I attended the Network Automation Meetup in San Francisco. The topic was Practical Infrastructure as Code, and was presented by Matt Stone of Brocade, and was hosted at the Cumulus Networks’ offices and the food and refreshments were provided by Hewlett Packard. In the world of meetups, all parties are friendly even though they compete commercially. Matt said he was not an official spokesman for Brocade, but I believe many of his views are aligned with what Brocade does in their New IP initiatives.
The topic was how to treat the management of infrastructure with the methods used for managing code. The cycle consists of 1) Build, Test & Validate, 2) Deploy, 3) Monitor & Remediation and 4) Source & Revision Control, as shown in the diagram to the right.
This ties the automation of the infrastructure via scripts with tools that are designed for conventional programming. The tools he described are commonly found in open source-based tool kits (there are some commercially supported versions too). His point was that these tools used to be hard to use and were unreliable, but have come a long way in the last few years to make them usable for network automation use.
He discussed the cycle with the following phases. (Some of this consists of a laundry list of apps, but that may be useful for beginners.)
Source and Revision Control
Git, Subversion (SVN), Mercurial, Gerrit and Phabricator were mentioned for this area, with the expectation that the operations team can examine automation code and perform peer reviews on it prior to being rolled out. This is all fine and peer review improves code quality and realiability.
Rather than using CLI, or actual programming languages, the code was based on scripting systems like Ansible, which is more readable by network admins.
Build Test and Validate
Again, tools used for continuous integration like Jenkins, Travis CI, Parallel CI and ServerSpec were discussed, but Matt said that this is is an area that still requires work. The fear is that not everyone has a test environment to spare, and it is unlikely to mirror what may be in production. This is a classic issue with any code, and it's possible to create some test environments with some VMs that run network appliances, but are often far from what would be found in practical deployment.
The deployment tools are the common DevOps tools like Ansible, Puppet, Chef, and even expect scripts. Matt emphasized that we ought not to scoff at expect, since its ability for CLI scraping is almost certainly going to work as it has been debugged over many years. He also threw in Neutron as a programmable interface for OpenStack environments.
Monitoring & Remediation
This is an area that is most interesting. There are many tools such as Sensu, InfluxDB/Grafana, Fluentd/LogStash, ElasticSearch/Kibana and StackStorm. These are data analysis and visualization tools that offer a dashboard for network status. Here's a screen shot he shared for Kibana
Kibana screen shot
Is it for me (an enterprise user)?
All of this is nice to see, but there’s a balance of utility versus effort that I want consider. As Matt said, the tools have become more stable, and some, such as git are mainstream development tools. The use of development and CI concepts in infrastructure management is interesting, although in a production context, it’s a bit more difficult to push out changes very frequently.

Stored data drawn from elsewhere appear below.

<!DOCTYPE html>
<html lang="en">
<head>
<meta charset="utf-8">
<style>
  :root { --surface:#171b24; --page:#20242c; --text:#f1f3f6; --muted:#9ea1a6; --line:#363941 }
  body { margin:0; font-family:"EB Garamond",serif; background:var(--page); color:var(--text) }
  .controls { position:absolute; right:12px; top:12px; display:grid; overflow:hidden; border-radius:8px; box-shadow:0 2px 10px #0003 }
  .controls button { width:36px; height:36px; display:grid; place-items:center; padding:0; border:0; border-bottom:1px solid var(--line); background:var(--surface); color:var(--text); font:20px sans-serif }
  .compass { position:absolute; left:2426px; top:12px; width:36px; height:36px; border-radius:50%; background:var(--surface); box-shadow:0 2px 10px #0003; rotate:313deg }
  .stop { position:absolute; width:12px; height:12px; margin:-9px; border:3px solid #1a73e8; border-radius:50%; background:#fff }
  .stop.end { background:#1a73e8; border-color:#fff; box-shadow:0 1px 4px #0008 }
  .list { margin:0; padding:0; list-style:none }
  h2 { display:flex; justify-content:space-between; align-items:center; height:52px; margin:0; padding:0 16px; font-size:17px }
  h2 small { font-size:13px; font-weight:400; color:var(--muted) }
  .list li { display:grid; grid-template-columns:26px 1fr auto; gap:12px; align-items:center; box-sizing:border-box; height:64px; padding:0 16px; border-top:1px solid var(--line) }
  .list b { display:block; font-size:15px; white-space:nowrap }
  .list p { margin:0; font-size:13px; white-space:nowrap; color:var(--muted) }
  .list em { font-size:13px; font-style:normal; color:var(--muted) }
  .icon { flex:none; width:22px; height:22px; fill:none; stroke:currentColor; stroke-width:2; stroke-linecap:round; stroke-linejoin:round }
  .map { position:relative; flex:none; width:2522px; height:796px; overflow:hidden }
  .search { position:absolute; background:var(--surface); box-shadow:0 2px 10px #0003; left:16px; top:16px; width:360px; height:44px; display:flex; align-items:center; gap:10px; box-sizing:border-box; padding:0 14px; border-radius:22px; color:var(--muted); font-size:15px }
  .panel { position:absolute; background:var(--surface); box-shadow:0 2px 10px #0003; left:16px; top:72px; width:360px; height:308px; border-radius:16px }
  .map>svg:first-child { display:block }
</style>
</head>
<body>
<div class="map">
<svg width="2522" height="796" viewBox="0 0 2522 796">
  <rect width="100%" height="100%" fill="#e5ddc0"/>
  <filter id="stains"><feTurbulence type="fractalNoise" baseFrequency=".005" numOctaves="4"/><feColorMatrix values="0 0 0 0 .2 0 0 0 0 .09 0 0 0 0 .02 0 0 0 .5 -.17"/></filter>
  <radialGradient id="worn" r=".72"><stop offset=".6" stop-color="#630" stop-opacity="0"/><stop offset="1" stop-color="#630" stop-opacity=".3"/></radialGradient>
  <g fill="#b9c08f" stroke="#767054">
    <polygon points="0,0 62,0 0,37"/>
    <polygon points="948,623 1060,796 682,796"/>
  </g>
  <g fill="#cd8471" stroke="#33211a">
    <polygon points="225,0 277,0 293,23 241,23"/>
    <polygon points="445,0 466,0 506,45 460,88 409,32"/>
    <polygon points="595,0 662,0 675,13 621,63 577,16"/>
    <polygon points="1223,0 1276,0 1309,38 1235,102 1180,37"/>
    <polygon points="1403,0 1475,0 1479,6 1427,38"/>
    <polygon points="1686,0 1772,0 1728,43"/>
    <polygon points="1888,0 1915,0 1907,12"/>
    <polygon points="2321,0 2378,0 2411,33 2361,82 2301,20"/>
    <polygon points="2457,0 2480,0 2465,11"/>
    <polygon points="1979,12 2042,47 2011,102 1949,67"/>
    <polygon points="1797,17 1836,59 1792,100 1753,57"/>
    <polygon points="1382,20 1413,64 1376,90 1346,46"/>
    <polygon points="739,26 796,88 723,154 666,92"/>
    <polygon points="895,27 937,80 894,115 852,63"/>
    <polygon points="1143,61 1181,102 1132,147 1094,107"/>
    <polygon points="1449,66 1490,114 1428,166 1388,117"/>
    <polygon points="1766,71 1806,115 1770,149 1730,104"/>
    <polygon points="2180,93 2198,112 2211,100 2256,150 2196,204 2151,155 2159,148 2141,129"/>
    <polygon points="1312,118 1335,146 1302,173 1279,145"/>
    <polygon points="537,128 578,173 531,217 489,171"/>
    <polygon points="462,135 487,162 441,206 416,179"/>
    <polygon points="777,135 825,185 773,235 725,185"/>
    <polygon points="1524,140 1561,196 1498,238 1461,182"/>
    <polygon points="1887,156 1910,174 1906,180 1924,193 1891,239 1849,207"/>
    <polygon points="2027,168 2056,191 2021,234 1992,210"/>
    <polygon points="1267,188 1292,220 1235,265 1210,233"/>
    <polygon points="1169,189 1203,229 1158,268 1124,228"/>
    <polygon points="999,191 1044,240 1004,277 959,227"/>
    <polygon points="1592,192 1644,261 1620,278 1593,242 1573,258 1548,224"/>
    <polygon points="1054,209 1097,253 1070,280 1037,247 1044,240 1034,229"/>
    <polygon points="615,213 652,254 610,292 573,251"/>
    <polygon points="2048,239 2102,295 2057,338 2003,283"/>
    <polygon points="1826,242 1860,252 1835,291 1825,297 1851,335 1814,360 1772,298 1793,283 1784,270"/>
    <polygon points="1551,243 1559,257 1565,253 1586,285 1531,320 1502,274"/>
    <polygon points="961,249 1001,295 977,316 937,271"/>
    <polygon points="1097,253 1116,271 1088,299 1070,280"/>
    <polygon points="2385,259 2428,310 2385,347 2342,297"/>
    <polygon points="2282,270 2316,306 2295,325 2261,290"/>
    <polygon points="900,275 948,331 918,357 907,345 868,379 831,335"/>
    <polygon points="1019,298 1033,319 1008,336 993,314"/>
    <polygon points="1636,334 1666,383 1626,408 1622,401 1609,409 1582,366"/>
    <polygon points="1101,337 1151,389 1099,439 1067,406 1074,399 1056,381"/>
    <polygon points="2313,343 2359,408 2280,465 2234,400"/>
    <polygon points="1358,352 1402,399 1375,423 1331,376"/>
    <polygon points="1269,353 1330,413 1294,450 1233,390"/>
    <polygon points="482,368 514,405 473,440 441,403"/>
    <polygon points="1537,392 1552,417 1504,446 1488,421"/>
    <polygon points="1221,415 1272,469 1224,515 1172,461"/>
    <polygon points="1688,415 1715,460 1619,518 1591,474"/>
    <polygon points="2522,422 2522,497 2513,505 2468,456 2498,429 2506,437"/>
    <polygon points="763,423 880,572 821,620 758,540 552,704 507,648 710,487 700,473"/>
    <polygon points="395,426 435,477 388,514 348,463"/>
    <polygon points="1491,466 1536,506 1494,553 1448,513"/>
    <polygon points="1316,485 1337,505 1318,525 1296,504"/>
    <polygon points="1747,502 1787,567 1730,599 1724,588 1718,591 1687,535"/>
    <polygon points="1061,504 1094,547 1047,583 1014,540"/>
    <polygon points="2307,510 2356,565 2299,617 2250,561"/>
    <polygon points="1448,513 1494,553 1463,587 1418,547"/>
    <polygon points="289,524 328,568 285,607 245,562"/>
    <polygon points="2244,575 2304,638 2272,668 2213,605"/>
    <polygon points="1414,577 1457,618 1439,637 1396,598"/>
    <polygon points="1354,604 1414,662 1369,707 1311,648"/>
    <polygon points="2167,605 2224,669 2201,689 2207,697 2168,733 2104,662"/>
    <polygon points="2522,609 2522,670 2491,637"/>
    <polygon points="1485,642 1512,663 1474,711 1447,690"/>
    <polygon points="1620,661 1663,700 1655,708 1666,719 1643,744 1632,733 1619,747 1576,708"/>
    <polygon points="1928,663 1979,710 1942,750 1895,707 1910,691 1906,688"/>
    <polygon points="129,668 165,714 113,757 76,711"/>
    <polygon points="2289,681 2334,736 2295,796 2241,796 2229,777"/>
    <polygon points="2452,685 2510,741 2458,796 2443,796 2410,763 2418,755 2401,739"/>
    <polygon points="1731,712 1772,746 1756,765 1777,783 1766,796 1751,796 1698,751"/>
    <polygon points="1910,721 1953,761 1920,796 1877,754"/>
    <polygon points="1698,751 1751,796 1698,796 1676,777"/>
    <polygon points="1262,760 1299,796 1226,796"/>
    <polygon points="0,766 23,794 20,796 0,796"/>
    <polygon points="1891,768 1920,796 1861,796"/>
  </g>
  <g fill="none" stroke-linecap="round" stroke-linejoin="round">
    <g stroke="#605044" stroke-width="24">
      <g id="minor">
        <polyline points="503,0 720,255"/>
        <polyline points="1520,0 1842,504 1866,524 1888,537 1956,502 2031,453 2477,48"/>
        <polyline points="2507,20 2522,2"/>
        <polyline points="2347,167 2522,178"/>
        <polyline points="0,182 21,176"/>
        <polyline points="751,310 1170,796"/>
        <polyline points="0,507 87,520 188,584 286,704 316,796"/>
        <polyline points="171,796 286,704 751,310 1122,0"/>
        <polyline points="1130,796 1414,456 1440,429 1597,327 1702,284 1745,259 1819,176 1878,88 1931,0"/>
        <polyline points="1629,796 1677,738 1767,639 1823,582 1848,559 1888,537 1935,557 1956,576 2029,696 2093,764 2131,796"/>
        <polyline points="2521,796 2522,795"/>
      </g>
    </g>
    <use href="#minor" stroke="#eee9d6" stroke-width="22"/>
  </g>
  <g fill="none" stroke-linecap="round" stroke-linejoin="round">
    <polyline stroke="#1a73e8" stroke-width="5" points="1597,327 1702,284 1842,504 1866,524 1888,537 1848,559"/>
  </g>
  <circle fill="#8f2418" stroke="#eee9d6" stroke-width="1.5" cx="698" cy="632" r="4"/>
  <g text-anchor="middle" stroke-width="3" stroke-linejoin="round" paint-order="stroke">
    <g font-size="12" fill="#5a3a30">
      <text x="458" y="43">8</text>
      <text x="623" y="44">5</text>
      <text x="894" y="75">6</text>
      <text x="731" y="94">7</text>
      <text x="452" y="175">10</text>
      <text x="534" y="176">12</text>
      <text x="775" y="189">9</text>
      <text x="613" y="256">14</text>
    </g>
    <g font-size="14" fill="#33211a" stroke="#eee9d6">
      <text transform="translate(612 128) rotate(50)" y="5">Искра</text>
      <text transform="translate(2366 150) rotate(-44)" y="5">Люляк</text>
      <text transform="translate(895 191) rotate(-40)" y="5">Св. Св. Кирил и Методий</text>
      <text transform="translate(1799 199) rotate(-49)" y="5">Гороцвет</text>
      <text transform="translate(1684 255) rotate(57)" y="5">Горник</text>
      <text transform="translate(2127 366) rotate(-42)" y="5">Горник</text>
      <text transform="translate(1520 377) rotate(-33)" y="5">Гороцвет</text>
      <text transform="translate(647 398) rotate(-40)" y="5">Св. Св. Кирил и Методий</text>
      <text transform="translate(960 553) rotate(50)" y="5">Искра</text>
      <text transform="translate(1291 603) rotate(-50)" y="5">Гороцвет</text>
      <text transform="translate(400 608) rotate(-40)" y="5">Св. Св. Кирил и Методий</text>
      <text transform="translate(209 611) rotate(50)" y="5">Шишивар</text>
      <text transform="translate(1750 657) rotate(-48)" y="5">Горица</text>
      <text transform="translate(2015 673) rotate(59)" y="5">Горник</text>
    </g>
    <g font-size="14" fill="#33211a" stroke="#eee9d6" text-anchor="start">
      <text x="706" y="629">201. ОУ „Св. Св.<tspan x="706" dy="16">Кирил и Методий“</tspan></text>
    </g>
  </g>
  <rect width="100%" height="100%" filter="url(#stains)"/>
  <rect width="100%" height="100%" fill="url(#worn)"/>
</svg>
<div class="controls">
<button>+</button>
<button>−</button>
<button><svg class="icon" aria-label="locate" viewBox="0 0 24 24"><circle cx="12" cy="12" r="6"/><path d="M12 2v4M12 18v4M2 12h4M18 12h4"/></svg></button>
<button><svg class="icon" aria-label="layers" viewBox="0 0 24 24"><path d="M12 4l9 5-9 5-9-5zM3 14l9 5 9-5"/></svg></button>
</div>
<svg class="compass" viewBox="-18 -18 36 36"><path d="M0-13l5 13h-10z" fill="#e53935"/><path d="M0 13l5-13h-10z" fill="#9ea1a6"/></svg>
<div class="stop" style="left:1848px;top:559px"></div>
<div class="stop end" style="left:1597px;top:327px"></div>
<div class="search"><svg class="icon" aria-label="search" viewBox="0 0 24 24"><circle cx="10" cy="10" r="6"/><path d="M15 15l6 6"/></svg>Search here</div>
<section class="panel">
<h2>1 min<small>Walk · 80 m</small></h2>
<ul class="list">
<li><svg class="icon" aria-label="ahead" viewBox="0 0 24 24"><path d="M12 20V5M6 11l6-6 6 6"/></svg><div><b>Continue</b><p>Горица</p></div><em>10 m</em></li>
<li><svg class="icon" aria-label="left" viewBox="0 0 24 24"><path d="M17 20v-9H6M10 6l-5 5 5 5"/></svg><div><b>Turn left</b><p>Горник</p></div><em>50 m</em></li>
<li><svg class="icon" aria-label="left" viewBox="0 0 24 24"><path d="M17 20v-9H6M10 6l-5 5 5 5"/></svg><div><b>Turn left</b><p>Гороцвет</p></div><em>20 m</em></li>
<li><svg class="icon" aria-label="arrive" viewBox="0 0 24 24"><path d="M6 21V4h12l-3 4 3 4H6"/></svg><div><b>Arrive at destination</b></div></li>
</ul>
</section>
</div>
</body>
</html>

Although the tools are getting good individually, I wonder how difficult it is to perform the following:
- Integrate. The glue that makes it fit all together may be non-trivial. These individual pieces are not necessarily tested to work with each other, and are rapidly changing so incompatibilities may creep in. I suspect that unless the organization is a large enterprise or service provider, there may not be a big enough staff to keep them up to date and tested.
- Scale. What works in a test lab may not work in large scale production. Systems like ElasticSearch has clustering capability for scaling horizontally, but I’m not sure if all the other components that integrate with it can handle the data.
- Support. For end-users who are looking to experiment with these tools, using these free tools is a fine thing to do, with shouts of “knock yourself out,” but be forwarned that you’re on your own if you run into problems later on. Some of the very same open source tools companies do offer commercial editions or cloud hosted SaaS versions, so that may be a safe option.
There also are commercial analysis and visualization products, including those from startups such as Kentik Detect that is designed for nework visibility at scale, and established vendors such as NetScout, Riverbed or Savvius have numerous tools that provide visibility. Automation via scripting is still in its early stages but APIs that support scripts are available from mainstream networking equipment vendors and startup disaggregated switch OS vendors like, so the underpinnings have become available.
What I recommend is that if you have little or no experience with network automation, using these free tools are a great way to start, and you may learn a lot in the process.
But we forewarned that an enterprise, network administrator's goal is to design, build, deploy and operate the network, and putting too much effort into coding will start to be a distraction and a time sink, and definitely may increase OpEx costs compared to using an off-the-shelf product. I recommend that you time box your efforts. You may be good and lucky and get a setup running in no time. Otherwise, you can spend time with no end in sight on getting it working and there is an opportunity cost to be paid.
Different areas of application monitoring and infrastructure monitoring have started to blend together. and products such as Riverbed's SteelCentral has become a unified suite that provides end-to-end monitoring for networks and apps. My prior blog described some monitoring tools used for a Kubernetes & container based infrastructure which may assist in your efforts.